-- TASK ITEM --
Isolate every line in the data with the string "position" and copy it.

────────────────

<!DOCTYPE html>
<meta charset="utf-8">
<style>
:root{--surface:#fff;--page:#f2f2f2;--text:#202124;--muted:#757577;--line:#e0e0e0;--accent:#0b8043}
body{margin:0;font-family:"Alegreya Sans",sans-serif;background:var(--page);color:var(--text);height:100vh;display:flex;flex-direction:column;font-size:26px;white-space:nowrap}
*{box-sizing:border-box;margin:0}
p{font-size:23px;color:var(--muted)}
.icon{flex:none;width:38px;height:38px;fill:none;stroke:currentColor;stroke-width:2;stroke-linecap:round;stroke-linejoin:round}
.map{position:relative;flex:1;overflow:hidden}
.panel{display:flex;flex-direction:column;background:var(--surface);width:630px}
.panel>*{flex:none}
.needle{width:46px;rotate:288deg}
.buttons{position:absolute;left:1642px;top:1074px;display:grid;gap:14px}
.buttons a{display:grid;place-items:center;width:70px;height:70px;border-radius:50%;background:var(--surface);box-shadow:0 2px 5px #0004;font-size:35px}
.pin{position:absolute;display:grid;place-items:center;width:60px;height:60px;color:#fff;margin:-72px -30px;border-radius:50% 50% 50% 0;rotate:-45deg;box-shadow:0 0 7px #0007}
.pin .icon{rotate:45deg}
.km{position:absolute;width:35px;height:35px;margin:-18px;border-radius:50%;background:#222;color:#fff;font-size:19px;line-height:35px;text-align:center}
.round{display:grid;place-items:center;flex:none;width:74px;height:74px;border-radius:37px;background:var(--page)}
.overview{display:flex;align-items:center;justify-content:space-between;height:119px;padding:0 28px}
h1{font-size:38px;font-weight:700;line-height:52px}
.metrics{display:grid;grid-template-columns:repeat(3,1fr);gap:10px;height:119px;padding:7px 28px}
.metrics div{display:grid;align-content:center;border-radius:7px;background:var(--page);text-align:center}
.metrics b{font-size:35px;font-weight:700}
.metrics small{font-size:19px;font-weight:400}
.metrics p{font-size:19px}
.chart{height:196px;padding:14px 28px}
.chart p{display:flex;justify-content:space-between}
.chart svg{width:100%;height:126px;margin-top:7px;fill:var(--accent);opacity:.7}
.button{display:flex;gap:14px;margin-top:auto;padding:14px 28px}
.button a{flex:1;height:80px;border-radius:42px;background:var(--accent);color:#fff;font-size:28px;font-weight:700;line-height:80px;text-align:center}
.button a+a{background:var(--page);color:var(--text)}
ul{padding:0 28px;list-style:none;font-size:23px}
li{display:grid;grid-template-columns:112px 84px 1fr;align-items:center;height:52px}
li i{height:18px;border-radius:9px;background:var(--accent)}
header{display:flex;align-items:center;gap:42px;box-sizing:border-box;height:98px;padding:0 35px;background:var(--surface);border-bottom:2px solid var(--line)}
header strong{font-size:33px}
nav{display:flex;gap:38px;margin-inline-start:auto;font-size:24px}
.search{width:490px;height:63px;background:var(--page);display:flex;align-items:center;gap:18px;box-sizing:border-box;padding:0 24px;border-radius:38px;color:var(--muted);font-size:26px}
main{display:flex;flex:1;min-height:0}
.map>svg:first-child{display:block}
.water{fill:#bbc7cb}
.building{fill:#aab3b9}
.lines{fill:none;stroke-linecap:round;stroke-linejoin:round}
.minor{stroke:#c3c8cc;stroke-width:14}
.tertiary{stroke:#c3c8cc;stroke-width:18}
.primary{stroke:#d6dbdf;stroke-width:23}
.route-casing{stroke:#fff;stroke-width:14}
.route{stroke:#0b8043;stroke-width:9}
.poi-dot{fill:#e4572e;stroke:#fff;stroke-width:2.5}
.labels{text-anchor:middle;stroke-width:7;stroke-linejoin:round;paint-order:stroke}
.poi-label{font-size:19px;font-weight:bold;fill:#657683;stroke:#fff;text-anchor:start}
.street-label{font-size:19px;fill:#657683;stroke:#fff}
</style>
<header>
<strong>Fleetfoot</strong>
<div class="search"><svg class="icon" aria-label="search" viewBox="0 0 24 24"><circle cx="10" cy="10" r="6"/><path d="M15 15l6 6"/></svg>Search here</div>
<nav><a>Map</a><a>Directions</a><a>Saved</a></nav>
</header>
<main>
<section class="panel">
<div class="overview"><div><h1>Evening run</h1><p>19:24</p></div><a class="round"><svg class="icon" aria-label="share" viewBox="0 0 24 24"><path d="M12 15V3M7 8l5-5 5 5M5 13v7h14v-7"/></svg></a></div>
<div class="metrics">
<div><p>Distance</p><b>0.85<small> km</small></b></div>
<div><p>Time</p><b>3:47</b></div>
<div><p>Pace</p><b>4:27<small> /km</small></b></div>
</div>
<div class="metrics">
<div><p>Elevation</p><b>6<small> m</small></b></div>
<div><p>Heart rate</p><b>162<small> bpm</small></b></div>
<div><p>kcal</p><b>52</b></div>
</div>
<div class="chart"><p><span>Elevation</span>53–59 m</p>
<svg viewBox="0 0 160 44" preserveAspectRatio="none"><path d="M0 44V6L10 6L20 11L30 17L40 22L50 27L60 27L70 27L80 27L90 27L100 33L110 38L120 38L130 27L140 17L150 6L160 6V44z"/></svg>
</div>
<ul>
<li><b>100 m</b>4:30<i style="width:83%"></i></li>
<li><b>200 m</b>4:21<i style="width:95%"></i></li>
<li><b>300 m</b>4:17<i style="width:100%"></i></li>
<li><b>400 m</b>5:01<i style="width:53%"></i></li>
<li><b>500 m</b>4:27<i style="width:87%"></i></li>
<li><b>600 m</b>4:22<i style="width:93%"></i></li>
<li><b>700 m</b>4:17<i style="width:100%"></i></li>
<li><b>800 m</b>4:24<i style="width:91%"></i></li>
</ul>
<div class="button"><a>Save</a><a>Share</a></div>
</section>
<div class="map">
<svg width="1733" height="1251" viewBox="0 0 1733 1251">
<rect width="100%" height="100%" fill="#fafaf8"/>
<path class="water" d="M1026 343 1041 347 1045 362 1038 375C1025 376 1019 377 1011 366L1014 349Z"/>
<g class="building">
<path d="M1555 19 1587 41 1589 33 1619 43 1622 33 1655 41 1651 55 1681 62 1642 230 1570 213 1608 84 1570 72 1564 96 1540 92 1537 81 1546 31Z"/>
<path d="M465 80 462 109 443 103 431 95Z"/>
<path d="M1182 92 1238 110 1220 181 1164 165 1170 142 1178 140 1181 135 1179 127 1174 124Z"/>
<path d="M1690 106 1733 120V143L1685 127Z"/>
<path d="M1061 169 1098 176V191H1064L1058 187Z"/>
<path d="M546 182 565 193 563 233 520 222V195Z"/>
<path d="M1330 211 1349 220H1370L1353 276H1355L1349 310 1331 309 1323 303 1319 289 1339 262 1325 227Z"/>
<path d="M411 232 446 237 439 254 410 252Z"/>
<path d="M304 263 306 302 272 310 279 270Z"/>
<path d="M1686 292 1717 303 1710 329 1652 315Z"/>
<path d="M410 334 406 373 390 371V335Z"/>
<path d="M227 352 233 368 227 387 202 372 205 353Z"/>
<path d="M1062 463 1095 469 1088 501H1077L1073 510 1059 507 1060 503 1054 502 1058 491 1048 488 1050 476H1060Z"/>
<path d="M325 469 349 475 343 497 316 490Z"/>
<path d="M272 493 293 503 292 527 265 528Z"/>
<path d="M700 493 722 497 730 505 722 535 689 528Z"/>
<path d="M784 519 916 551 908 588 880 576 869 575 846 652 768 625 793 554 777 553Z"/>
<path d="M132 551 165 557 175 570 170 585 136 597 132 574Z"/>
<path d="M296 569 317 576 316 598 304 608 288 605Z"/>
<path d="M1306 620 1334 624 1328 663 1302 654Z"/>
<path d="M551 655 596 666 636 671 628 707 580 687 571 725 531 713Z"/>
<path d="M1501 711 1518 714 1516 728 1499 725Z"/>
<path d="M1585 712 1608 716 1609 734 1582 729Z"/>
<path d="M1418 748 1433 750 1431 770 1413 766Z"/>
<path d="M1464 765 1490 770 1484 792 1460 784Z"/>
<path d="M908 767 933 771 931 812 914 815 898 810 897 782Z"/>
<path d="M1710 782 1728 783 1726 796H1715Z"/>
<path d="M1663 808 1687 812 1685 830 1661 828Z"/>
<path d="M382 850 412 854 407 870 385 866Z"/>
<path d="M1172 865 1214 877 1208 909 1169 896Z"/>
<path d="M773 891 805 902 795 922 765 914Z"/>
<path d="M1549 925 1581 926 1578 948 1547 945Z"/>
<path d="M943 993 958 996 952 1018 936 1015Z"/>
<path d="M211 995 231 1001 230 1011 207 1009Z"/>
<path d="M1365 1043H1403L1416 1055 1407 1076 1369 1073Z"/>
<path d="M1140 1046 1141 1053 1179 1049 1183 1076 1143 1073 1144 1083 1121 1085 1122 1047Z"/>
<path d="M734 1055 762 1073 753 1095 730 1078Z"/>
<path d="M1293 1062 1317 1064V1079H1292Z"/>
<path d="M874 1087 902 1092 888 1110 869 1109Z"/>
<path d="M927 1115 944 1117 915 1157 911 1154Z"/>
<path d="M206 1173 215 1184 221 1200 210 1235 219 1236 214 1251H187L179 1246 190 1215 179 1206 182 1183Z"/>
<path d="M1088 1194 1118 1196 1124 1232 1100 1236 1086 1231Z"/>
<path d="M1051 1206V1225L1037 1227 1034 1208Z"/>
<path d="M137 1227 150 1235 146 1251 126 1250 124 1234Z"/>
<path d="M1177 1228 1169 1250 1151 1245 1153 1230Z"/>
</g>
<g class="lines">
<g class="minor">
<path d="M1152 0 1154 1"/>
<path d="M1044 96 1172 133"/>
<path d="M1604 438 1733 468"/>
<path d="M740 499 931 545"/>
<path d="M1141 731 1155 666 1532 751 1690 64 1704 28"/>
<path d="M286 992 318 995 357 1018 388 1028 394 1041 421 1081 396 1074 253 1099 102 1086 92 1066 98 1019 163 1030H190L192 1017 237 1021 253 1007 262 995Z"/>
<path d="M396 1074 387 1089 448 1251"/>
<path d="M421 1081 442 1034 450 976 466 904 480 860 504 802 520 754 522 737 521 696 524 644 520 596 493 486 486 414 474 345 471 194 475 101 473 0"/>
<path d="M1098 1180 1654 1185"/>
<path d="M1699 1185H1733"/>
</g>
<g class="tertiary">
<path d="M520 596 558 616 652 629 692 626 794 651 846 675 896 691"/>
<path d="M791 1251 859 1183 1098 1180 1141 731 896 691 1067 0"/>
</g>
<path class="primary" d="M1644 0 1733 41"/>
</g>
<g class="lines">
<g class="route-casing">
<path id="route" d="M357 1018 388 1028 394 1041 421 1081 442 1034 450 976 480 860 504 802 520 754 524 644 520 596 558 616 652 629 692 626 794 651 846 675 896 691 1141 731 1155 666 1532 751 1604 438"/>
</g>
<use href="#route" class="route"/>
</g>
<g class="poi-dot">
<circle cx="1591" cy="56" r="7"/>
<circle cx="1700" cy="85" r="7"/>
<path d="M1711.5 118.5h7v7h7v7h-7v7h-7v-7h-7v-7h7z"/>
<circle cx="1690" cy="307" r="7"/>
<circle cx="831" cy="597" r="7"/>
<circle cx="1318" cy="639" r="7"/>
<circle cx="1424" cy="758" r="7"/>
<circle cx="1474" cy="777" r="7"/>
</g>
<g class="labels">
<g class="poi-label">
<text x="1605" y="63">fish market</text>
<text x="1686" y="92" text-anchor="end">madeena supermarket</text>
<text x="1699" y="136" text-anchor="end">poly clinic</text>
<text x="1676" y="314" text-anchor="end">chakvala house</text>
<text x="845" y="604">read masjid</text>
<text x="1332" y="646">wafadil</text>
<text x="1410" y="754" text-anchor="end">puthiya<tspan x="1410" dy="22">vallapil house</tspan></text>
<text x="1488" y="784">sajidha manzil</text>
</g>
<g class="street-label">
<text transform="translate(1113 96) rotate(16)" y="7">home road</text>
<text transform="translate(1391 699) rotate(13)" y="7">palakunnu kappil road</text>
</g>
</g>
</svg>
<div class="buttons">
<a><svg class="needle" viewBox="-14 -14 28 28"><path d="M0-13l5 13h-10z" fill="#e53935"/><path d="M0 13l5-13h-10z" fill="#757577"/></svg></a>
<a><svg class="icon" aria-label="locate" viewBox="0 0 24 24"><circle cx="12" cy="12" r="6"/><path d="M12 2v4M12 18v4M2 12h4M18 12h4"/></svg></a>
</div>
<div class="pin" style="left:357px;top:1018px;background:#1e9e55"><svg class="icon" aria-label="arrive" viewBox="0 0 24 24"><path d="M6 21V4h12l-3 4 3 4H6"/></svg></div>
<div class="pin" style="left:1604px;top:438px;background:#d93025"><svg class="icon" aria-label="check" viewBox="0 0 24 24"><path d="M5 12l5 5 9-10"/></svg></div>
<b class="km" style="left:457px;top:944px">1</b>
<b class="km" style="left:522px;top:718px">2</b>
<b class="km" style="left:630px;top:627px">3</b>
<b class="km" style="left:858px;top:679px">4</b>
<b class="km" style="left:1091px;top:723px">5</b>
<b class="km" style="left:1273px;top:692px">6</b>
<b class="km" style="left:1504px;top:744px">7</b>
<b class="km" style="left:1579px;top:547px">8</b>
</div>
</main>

────────────────

-- WRITTEN REPLY --
.map{position:relative;flex:1;overflow:hidden}
.buttons{position:absolute;left:1642px;top:1074px;display:grid;gap:14px}
.pin{position:absolute;display:grid;place-items:center;width:60px;height:60px;color:#fff;margin:-72px -30px;border-radius:50% 50% 50% 0;rotate:-45deg;box-shadow:0 0 7px #0007}
.km{position:absolute;width:35px;height:35px;margin:-18px;border-radius:50%;background:#222;color:#fff;font-size:19px;line-height:35px;text-align:center}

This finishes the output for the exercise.